Collected data
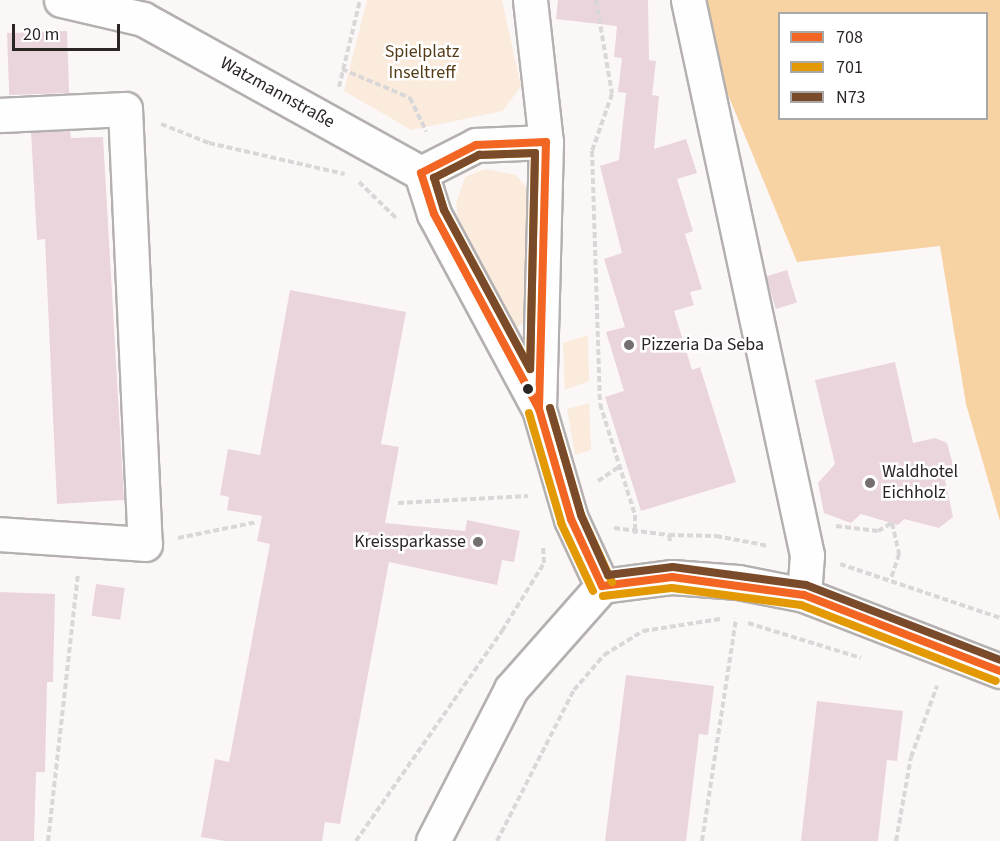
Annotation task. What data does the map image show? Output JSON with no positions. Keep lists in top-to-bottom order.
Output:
{
  "streets": {
    "street": ["Watzmannstraße"]
  },
  "parks": ["Spielplatz Inseltreff"],
  "places": ["Pizzeria Da Seba", "Waldhotel Eichholz", "Kreissparkasse"],
  "lines": ["transit line 708", "transit line 701", "transit line N73"],
  "legend": ["708", "701", "N73"],
  "scale_bar": "20 m"
}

Problem to solve:
Restate every line above exactly, omitting images.

Output of the task:
Annotation task. What data does the map image show? Output JSON with no positions. Keep lists in top-to-bottom order.
Output:
{
  "streets": {
    "street": ["Watzmannstraße"]
  },
  "parks": ["Spielplatz Inseltreff"],
  "places": ["Pizzeria Da Seba", "Waldhotel Eichholz", "Kreissparkasse"],
  "lines": ["transit line 708", "transit line 701", "transit line N73"],
  "legend": ["708", "701", "N73"],
  "scale_bar": "20 m"
}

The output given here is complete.